Famous actress Melanie Griffith is going through a painful divorce, as we all know. But the removal of her tattoo with the first name of her ex-husband Antonio Banderas may be almost as painful. And she’s not alone in this ordeal. Revenue for tattoo removals has surged 440% to almost $75.5 million over the last decade, says Marketwatch news site.
The tattoo removal industry is still growing and expected to hit $83.2 million over the next 4 years, keeping pace with growth in the overall tattoo industry, according to research firm IBISWorld.
Revenue for the industry overall is estimated to be $3.4 billion in 2014, an annualized growth rate of just 2.9%, though there is strong demand for tattoos with intricate designs, such as 3-D tattoos, says IBISWorld lead analyst Andy Brennan.

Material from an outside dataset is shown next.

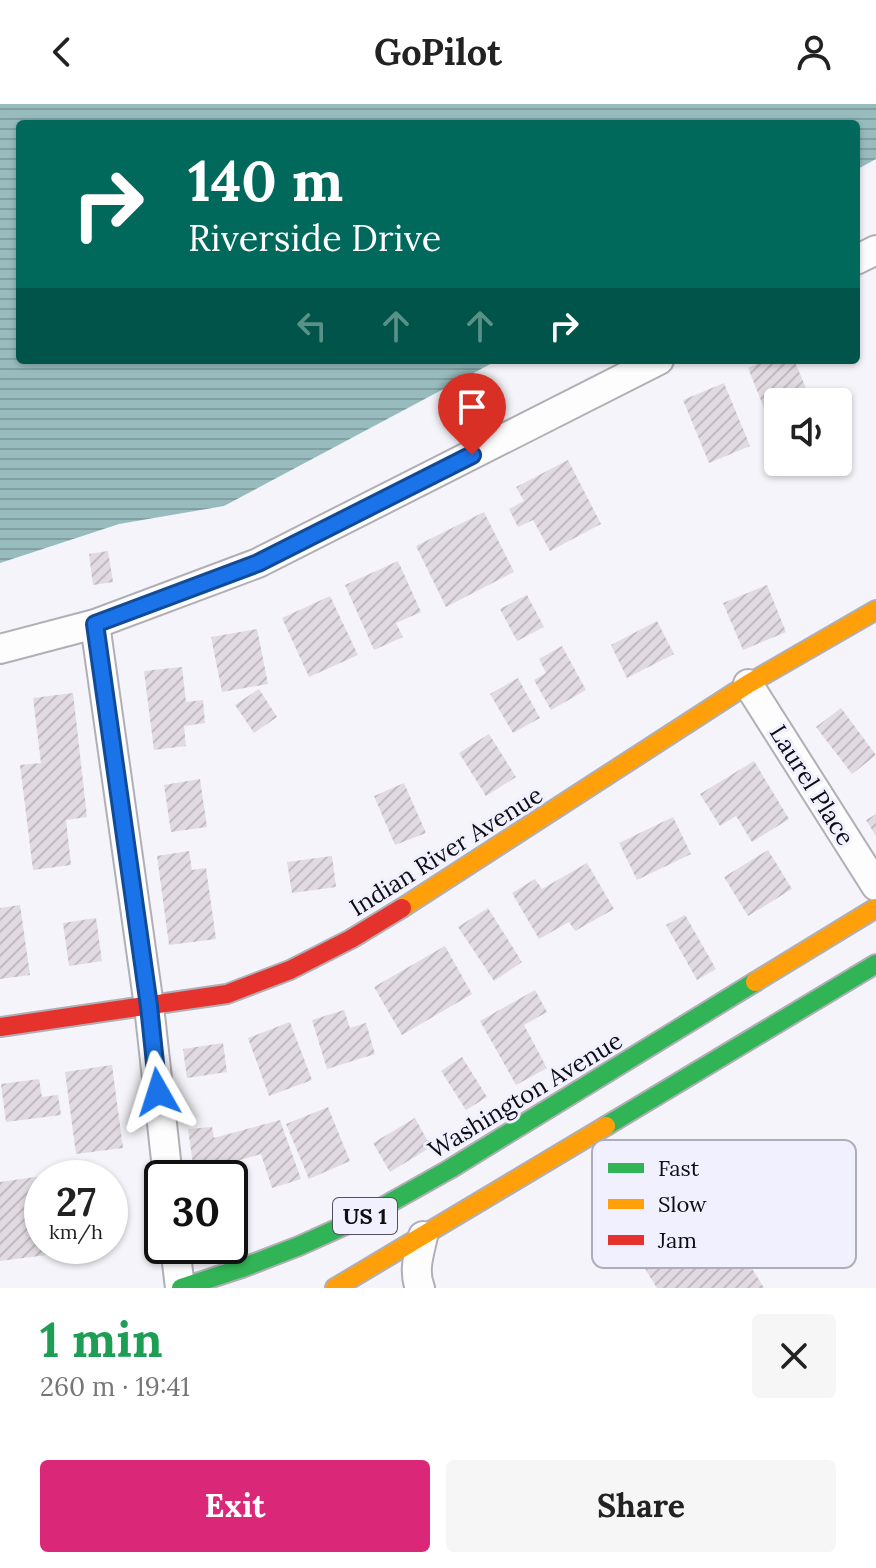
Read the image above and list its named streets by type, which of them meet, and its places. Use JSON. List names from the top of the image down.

Most tattoo removals are performed on people in their 30s and 40s, says Michael Kulick, a San Francisco-based plastic surgeon. “What was attractive in your 20s is not so attractive in your 30s,” he says. Costs vary from $500 up, depending on the color and depth of the ink in the skin.
Relationship breakups and job-hunting are two of the most common reasons that lead to tattoo removals, Brennan says, adding that developments in technology to remove tattoos more easily and with as little scarring as possible was also a key driver of growth for removal services.